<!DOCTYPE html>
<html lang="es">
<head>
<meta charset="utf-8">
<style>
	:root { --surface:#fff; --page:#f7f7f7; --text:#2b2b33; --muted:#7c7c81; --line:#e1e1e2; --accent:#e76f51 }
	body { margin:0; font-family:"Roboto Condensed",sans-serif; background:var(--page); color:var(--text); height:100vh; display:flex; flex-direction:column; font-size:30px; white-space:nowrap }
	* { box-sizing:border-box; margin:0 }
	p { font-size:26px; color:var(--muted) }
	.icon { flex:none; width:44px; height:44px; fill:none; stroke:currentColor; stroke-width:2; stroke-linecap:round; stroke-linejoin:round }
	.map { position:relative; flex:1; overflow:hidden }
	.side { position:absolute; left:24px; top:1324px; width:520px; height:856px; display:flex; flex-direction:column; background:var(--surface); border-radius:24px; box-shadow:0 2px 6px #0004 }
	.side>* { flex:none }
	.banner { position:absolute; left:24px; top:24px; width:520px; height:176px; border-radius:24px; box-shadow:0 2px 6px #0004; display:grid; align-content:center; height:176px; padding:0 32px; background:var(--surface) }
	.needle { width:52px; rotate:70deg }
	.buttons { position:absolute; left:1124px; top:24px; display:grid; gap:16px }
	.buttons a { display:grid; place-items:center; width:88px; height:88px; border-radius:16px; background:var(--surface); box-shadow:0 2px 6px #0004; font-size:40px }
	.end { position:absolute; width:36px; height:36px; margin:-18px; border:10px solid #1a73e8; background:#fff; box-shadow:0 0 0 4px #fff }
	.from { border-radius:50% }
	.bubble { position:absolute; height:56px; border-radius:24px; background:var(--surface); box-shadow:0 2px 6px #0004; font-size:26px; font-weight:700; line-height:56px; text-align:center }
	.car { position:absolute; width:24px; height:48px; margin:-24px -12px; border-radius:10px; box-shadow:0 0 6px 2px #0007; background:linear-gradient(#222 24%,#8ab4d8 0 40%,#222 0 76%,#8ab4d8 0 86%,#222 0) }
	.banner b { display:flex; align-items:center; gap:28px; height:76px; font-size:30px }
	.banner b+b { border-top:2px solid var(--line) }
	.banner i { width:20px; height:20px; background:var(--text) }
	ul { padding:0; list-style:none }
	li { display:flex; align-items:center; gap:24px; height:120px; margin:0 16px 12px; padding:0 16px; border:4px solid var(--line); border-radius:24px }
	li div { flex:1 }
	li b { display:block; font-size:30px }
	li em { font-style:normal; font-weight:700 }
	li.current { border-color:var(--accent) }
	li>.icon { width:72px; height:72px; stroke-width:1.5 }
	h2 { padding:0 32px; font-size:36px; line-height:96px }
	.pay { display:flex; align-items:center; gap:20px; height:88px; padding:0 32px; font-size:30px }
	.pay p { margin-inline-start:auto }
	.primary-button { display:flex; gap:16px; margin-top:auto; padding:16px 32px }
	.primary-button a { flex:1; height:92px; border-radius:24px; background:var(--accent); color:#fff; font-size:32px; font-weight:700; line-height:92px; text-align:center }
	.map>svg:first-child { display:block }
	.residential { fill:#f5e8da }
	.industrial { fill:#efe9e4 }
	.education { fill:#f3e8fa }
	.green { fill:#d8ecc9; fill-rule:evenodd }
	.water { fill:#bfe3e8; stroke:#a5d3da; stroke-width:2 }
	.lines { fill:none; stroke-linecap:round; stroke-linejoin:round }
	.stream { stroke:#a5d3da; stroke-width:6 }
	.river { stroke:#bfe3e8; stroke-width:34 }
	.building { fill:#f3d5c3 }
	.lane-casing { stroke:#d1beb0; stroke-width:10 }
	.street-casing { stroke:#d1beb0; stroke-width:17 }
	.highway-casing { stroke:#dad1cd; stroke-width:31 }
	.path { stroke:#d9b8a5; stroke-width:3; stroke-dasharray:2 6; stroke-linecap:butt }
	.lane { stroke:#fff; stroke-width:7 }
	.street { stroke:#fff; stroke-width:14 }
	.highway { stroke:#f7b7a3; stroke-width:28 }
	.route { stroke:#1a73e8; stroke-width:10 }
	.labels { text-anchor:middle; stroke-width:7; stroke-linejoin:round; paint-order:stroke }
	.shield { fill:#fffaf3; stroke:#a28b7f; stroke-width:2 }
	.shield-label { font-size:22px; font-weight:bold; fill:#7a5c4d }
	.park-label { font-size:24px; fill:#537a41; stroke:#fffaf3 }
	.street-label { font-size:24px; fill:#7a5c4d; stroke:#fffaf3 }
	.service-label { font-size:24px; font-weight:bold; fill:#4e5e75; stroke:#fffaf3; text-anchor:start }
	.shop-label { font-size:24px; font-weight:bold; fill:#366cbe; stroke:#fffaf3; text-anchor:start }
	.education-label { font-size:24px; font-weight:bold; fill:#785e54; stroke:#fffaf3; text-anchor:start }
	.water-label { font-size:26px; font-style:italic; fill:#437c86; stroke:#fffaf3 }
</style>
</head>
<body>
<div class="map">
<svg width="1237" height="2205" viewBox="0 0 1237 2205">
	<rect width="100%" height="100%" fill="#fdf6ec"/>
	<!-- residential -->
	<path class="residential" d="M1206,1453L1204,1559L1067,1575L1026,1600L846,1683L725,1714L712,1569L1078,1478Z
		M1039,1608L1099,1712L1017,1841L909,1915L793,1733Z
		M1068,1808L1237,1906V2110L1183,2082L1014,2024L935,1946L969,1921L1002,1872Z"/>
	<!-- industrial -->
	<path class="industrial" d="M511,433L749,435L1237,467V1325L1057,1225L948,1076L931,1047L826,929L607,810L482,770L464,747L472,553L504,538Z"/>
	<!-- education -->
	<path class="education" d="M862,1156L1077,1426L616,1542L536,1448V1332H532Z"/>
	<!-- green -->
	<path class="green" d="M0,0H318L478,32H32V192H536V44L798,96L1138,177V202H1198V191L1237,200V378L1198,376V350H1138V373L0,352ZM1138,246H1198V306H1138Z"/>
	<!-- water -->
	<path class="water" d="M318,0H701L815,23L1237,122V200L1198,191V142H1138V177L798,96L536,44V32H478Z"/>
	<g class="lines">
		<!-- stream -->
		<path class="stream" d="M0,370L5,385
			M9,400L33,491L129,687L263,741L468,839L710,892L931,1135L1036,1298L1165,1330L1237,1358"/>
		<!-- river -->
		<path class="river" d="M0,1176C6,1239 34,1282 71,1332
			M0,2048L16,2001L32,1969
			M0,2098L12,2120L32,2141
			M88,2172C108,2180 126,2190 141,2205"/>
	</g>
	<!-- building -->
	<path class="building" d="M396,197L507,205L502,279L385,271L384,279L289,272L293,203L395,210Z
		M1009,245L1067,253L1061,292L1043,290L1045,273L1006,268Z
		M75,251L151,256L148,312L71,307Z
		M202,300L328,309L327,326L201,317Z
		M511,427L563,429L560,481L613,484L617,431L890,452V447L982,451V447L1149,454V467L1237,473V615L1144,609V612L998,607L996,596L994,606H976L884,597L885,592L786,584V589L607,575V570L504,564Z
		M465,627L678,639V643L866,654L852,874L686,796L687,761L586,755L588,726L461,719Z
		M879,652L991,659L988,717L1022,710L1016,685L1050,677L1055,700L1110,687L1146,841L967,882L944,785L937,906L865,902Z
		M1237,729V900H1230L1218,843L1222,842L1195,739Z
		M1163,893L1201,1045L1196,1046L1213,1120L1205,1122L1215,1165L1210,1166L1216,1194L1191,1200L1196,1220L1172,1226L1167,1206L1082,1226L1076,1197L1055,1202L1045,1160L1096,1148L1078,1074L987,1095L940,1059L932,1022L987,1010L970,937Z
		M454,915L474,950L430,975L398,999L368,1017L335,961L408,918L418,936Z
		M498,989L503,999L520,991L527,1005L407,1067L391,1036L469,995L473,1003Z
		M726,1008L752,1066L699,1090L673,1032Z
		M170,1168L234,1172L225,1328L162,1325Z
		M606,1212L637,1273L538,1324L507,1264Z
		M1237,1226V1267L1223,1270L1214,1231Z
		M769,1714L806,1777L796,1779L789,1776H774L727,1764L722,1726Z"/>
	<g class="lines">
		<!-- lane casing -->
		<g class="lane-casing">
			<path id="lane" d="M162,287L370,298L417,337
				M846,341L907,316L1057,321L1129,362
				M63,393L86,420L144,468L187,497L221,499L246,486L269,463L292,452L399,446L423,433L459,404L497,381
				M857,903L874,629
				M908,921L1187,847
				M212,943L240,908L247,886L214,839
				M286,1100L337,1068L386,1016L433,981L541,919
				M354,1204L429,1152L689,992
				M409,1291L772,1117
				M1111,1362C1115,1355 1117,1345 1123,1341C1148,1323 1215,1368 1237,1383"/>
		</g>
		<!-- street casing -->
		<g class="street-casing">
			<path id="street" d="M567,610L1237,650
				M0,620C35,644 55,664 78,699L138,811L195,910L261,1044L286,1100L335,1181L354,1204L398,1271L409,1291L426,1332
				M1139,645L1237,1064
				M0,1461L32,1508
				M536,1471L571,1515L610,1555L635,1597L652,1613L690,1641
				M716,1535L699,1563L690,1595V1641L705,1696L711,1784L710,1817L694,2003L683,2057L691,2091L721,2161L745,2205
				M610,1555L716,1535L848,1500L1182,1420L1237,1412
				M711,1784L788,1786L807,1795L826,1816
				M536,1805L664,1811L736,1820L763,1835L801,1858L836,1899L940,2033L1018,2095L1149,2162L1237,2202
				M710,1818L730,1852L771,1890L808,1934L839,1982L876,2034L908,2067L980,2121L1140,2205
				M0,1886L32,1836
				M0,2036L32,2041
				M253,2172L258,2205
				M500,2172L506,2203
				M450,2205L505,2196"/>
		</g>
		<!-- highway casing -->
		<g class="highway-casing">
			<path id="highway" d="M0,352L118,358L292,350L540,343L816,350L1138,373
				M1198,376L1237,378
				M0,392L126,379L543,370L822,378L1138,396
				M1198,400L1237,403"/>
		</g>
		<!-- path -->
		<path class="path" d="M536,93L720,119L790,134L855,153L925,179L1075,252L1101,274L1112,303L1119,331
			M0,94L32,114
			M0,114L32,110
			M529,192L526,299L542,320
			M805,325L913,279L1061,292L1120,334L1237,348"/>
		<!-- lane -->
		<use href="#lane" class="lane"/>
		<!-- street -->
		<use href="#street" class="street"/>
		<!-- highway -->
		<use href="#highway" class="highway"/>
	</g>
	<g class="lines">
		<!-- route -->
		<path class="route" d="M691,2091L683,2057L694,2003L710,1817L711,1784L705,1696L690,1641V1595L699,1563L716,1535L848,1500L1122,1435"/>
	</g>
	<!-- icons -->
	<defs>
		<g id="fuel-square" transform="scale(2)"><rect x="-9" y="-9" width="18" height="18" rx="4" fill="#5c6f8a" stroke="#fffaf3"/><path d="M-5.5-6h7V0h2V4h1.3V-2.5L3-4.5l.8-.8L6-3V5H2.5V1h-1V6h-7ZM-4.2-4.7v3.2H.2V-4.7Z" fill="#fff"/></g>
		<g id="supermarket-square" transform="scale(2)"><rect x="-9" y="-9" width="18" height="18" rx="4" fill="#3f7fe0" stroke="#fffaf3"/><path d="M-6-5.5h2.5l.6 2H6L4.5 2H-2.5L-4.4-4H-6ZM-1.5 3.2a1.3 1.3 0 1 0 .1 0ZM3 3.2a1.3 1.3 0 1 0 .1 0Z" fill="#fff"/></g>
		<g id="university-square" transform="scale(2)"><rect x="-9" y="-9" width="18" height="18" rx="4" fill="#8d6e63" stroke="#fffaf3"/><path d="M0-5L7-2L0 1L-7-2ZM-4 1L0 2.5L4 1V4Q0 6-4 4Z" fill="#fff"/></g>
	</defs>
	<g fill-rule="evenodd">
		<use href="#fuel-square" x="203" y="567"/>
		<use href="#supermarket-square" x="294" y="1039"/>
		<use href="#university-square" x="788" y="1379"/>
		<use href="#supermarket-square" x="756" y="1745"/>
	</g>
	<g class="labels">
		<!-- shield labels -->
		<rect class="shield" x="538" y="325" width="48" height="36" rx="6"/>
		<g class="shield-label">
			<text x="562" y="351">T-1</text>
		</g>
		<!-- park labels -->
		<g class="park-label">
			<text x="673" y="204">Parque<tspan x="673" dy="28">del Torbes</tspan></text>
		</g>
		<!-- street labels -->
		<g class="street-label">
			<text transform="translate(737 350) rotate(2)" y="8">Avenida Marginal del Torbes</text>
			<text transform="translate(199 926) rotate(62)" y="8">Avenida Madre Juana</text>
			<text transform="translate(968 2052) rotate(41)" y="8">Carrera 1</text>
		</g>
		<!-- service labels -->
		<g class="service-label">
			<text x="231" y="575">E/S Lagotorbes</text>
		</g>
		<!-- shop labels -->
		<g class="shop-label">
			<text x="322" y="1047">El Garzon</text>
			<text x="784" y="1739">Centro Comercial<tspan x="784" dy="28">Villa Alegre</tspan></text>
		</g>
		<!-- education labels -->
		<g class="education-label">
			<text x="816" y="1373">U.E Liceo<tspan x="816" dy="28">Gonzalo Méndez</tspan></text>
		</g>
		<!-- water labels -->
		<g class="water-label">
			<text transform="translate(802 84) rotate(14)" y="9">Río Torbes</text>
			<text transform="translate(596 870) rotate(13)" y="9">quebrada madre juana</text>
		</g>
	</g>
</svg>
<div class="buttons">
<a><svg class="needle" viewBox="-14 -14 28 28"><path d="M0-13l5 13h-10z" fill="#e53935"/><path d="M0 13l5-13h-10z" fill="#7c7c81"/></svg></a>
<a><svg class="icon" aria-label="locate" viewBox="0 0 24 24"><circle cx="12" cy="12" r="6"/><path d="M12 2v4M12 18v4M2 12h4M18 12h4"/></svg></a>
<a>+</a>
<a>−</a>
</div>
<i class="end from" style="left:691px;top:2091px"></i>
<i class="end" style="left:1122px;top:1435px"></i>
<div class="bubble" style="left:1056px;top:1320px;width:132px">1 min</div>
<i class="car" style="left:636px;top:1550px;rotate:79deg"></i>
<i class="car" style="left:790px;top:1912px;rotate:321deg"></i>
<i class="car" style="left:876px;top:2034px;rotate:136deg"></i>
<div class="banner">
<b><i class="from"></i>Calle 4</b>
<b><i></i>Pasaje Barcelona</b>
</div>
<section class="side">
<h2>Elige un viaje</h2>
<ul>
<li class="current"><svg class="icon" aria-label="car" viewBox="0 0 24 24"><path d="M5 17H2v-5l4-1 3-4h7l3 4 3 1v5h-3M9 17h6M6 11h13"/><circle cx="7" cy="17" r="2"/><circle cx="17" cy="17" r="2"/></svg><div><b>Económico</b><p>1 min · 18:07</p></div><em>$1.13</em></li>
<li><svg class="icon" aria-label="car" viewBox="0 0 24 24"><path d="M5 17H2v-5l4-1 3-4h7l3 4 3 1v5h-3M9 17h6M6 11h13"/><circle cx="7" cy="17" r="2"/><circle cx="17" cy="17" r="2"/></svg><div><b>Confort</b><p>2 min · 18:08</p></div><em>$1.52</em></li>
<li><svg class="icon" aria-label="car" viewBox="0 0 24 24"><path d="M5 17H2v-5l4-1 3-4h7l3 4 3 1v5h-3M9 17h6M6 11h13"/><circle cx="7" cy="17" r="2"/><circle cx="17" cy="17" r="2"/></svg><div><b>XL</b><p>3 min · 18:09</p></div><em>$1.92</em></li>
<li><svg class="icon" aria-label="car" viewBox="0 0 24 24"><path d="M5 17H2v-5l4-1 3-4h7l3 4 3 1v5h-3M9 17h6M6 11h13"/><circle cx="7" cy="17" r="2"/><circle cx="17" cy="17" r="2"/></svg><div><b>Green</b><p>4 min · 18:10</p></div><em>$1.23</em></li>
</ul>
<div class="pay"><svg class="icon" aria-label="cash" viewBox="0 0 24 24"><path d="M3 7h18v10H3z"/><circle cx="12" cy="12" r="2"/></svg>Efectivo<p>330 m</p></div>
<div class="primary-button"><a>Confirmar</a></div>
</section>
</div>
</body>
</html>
■ ■ ■ ■ ■ ■ ■
§ Task instructions:
Scan the records for the string "absolute" and show every line that contains it.

§ Expected answer:
	.side { position:absolute; left:24px; top:1324px; width:520px; height:856px; display:flex; flex-direction:column; background:var(--surface); border-radius:24px; box-shadow:0 2px 6px #0004 }
	.banner { position:absolute; left:24px; top:24px; width:520px; height:176px; border-radius:24px; box-shadow:0 2px 6px #0004; display:grid; align-content:center; height:176px; padding:0 32px; background:var(--surface) }
	.buttons { position:absolute; left:1124px; top:24px; display:grid; gap:16px }
	.end { position:absolute; width:36px; height:36px; margin:-18px; border:10px solid #1a73e8; background:#fff; box-shadow:0 0 0 4px #fff }
	.bubble { position:absolute; height:56px; border-radius:24px; background:var(--surface); box-shadow:0 2px 6px #0004; font-size:26px; font-weight:700; line-height:56px; text-align:center }
	.car { position:absolute; width:24px; height:48px; margin:-24px -12px; border-radius:10px; box-shadow:0 0 6px 2px #0007; background:linear-gradient(#222 24%,#8ab4d8 0 40%,#222 0 76%,#8ab4d8 0 86%,#222 0) }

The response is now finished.